In addition to the status checks, GradientCI writes a detailed summary of the experiment to a comment on the pull request so you have your critical data at a glance while reviewing code.

GitHub pull request blocked by failing GradientCI metric checks.

Configuration

For best results, especially on repositories with many contributors, we recommend configuring GitHub branch protections to prevent accidental merges of unintended pull requests. After your first build, statuses for the metrics will be reported back and you can make passing statuses required for the merge of your pull request. To do this follow GitHub's documentation.

# ...
checks:
<identifier>:
target: <range> #[required]
aggregate: mean #[required]
round: down #[optional, default: down, up|down]
precision: 2 #[optional, default: 2]
only-pulls: false #[optional, default: false]
if-not-found: failure #[optional, default: "failure", success|failure]
comment-on-pr: true #[optional, default: true]
defaults:
round: down #[optional, default: down, up|down]
precision: 2 #[optional, default: 2]
only-pulls: false #[optional, default: false]
if-not-found: failure #[optional, default: "failure", success|failure]
comment-on-pr: true #[optional, default: true]

<identifier>s:

  • <identifiers> are split into two parts: 1. the source of the metric and 2. the name of the metric, e.g. tensorflow:loss.

    • Currently the only supported source is tensorflow:

  • These <identifiers> are case-sensitive

  • “defaults”: reserved for defaults to set for the <identifiers>. Any of the above keys are valid within this block and will set the default behavior for all other <identifier> blocks. If round is set to down all other metrics will be evaluated using the round down behavior. If an <identifier> has a key specified underneath it it will override the value in the defaults block.
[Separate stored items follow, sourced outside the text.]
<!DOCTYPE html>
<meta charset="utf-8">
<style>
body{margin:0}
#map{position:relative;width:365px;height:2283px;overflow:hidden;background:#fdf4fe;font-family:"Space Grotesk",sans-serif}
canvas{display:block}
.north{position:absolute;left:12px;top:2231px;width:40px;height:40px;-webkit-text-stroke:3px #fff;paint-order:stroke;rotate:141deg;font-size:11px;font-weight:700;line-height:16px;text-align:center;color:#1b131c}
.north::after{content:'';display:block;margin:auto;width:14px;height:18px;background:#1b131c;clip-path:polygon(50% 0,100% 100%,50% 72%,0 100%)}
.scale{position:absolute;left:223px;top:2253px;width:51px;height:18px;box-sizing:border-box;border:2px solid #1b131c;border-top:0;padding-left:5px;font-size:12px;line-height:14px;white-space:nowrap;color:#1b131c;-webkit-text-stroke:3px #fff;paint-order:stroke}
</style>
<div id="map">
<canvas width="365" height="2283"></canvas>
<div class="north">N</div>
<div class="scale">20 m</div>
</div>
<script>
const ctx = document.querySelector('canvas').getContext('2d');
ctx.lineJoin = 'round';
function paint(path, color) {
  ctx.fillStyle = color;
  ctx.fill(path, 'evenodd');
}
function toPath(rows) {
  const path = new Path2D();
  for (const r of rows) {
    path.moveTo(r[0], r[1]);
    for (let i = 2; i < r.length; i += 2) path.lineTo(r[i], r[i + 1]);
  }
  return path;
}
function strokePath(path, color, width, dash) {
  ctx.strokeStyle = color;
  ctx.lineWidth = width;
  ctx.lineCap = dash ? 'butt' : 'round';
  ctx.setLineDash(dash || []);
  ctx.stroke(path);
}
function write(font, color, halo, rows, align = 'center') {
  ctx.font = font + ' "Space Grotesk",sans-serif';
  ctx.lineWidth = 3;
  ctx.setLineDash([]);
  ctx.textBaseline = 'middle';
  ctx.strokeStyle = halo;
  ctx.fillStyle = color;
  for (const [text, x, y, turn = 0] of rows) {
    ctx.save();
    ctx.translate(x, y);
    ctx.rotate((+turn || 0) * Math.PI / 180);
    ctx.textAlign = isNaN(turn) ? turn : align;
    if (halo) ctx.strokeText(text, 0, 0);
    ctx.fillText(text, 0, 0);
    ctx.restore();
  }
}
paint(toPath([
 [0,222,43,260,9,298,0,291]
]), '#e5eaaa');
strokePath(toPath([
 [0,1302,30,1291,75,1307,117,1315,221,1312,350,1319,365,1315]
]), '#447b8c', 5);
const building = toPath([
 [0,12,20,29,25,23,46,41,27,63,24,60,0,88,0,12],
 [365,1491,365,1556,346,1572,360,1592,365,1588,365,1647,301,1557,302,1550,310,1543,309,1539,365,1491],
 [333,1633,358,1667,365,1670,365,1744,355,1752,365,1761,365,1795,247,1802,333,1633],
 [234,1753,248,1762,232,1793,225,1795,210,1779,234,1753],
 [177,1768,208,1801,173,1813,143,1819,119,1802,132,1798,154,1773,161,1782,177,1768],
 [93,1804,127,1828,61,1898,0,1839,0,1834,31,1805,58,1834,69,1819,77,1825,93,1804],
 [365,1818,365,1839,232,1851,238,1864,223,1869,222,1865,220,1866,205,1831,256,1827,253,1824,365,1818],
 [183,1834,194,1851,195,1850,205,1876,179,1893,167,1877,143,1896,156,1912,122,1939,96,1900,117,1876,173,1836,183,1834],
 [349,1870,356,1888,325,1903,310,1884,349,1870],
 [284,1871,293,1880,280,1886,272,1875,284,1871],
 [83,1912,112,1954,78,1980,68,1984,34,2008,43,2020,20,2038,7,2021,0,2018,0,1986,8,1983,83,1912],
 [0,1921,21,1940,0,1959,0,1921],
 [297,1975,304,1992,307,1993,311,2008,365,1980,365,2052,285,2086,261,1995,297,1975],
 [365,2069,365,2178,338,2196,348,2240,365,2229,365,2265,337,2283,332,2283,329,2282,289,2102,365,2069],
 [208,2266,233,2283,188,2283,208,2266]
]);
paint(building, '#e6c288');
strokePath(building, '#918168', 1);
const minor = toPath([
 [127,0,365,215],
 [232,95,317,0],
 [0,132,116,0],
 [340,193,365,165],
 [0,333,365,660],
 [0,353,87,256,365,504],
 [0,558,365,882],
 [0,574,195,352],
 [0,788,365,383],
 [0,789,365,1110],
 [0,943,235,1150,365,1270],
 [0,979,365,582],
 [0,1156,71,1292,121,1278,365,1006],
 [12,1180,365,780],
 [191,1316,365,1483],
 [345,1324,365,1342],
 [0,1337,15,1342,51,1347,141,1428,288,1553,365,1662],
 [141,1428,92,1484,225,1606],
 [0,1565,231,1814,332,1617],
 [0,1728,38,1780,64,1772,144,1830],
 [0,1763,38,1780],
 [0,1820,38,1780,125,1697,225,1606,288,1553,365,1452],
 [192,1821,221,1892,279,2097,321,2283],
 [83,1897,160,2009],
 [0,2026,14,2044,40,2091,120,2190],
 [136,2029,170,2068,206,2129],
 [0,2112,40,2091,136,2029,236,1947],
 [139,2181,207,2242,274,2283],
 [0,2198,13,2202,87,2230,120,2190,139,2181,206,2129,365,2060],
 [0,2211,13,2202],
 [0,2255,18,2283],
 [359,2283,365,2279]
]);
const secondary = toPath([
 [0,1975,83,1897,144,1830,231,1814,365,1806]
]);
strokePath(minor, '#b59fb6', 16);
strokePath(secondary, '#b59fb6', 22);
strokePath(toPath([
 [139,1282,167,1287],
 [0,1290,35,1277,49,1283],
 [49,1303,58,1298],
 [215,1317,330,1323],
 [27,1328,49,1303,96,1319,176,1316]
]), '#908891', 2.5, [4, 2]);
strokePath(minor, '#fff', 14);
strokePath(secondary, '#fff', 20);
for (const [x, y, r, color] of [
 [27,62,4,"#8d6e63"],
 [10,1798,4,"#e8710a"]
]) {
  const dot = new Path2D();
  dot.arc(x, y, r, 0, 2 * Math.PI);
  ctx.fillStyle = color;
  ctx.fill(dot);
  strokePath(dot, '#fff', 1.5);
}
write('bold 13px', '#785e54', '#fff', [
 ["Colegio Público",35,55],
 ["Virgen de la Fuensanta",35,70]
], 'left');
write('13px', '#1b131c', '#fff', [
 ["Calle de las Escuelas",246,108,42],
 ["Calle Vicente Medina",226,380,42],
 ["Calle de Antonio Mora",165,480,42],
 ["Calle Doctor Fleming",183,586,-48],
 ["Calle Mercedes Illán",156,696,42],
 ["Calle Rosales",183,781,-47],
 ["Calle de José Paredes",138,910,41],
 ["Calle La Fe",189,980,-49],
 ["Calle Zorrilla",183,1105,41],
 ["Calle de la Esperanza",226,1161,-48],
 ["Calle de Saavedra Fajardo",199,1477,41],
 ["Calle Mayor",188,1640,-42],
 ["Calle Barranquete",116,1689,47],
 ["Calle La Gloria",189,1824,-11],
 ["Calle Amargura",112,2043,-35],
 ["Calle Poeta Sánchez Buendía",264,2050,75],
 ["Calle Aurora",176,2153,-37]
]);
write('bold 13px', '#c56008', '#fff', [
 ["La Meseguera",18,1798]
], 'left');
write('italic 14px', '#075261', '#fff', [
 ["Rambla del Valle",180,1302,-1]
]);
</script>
For instance, round: up under tensorflow:loss will override the round: down behavior in the defaults block.

<range>

Ranges can appear in the following forms:

  1. <number> or <number>.. this form allows you to specify that the metric must be greater than <number>.
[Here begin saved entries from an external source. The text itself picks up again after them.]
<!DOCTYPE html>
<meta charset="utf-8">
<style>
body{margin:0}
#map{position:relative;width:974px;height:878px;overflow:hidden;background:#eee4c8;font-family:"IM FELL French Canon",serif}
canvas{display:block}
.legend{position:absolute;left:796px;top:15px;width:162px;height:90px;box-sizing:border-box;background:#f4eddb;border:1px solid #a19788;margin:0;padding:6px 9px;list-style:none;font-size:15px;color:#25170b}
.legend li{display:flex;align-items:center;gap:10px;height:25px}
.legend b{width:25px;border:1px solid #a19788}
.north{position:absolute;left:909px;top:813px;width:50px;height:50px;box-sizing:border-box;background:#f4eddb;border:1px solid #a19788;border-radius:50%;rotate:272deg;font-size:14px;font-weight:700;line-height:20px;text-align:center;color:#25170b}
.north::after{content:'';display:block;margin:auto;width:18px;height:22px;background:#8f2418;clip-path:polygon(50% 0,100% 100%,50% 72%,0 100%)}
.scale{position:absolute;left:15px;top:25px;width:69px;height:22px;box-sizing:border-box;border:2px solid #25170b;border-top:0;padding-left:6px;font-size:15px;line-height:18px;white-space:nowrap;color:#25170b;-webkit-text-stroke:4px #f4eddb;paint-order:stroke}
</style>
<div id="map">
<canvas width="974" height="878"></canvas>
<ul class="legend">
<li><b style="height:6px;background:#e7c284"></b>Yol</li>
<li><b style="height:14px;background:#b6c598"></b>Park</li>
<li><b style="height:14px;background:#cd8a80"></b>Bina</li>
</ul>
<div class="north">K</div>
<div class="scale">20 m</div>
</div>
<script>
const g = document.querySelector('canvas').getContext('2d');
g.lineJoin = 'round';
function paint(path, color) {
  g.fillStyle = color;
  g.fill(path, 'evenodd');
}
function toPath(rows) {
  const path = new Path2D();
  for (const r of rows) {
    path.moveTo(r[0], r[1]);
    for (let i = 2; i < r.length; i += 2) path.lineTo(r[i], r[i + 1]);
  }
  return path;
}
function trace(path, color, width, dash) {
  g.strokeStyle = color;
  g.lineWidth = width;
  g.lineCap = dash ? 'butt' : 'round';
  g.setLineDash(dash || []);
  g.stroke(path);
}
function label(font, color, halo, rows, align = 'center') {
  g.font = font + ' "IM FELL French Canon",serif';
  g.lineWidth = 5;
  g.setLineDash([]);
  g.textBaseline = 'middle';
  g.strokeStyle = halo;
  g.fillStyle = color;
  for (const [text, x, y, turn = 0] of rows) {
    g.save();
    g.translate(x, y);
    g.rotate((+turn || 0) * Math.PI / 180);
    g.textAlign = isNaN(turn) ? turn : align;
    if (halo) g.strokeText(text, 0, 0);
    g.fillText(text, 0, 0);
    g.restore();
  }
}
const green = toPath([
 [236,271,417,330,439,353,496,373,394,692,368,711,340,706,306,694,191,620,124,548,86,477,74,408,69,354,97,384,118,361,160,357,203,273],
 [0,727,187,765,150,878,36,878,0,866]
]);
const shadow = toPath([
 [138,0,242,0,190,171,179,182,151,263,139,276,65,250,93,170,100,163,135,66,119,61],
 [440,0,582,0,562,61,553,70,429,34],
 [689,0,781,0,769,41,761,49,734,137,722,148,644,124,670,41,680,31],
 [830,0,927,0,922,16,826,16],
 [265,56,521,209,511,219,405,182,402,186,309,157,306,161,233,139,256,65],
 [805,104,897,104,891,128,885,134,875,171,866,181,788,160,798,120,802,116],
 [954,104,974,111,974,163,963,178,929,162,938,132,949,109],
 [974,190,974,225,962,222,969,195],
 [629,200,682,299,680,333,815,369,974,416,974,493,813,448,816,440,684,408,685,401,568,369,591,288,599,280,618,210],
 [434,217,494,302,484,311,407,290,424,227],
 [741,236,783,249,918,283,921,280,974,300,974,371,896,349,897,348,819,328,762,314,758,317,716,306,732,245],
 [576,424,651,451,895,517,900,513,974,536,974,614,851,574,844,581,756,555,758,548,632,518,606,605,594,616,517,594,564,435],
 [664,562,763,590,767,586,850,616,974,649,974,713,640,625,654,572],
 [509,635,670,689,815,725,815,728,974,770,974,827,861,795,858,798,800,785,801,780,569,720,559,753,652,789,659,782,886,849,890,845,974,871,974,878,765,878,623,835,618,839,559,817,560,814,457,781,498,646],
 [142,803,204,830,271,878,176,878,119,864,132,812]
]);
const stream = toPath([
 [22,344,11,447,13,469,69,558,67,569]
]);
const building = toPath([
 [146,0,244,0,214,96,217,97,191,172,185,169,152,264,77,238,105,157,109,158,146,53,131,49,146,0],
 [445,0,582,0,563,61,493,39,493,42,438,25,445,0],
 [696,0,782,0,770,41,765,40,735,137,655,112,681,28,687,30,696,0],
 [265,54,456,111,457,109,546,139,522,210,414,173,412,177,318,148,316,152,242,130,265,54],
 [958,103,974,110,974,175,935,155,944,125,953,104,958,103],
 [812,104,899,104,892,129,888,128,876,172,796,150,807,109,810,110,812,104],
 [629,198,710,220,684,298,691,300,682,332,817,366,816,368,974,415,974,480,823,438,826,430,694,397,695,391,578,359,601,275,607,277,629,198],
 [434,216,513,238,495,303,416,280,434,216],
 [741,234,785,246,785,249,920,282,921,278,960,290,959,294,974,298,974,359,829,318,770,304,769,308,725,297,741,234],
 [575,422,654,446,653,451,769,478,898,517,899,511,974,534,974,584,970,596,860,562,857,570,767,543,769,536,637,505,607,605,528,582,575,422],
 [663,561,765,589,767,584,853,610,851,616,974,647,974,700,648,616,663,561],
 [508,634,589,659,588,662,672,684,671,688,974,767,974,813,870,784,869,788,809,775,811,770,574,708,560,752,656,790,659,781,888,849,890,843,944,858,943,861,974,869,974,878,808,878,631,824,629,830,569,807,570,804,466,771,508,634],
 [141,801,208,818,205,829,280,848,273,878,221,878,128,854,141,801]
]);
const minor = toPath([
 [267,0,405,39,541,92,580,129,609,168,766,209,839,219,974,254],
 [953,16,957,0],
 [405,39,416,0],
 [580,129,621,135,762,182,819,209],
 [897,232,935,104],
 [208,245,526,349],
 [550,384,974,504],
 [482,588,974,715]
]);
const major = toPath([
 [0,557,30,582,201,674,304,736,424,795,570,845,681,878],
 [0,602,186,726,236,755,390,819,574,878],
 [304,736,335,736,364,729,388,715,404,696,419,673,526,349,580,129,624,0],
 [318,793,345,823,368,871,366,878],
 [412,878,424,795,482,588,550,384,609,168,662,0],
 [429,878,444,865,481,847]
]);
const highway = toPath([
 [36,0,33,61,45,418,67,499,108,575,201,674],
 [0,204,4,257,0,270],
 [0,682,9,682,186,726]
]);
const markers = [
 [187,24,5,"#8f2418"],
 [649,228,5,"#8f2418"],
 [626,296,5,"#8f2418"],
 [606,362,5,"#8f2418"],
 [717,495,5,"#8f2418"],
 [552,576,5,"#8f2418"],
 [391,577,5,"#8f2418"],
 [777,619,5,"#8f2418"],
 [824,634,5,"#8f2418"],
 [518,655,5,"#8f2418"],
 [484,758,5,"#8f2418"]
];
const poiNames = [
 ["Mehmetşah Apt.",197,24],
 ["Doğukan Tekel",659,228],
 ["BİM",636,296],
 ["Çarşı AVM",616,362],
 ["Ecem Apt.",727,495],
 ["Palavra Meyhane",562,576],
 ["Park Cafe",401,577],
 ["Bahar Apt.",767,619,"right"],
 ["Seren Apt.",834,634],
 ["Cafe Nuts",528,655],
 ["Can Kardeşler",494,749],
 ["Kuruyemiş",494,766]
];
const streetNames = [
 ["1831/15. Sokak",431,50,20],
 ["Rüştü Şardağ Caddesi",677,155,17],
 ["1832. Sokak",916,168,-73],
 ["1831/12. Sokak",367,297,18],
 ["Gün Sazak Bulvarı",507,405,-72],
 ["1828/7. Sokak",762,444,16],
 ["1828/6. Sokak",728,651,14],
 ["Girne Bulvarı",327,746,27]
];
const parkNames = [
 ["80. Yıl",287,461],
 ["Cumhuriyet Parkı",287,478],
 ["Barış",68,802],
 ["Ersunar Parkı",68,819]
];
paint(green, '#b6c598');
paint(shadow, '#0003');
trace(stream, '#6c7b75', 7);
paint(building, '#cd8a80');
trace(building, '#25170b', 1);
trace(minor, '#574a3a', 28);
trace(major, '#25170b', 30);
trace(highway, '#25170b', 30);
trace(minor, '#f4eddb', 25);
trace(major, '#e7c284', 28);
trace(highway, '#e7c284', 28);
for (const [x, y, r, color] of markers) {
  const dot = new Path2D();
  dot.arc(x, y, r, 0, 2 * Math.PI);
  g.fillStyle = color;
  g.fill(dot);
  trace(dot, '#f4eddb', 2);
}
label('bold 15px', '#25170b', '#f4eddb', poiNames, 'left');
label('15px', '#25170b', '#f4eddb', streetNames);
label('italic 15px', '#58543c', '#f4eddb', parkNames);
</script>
  2. ..<number> this form allows you to specify that the metric must be less than <number>.

  3. <left>..<right> this form allows you to specify that the metric must be less than <left> but greater than <right>.

Note these numbers are parsed as floats and relying on precise equality with the ends of the range is not recommended.

Required Properties

  • target: this is a <range> for the metric to appear in

  • aggregate: this is the aggregating function to evaluate the metric by.

    • Currently this is only supported for the aggregates automatically generated by tensorflow, these values are:

      • mean

      • stddev

      • max

      • min

      • var

      • median

Optional Properties

  • precision: how many decimal places to keep (default 2)

  • round: specifies rounding behavior (default “down”)

  • only-pulls: only perform this check on pull requests

  • if-not-found: return a default status if job has no data for <identifier>, defaults to “failure”

  • comment-on-pr: include this metric in a summary content if the metrics were generated from a pull-request

Models

To store model information in the Model Repository, add model properties to your configuration file.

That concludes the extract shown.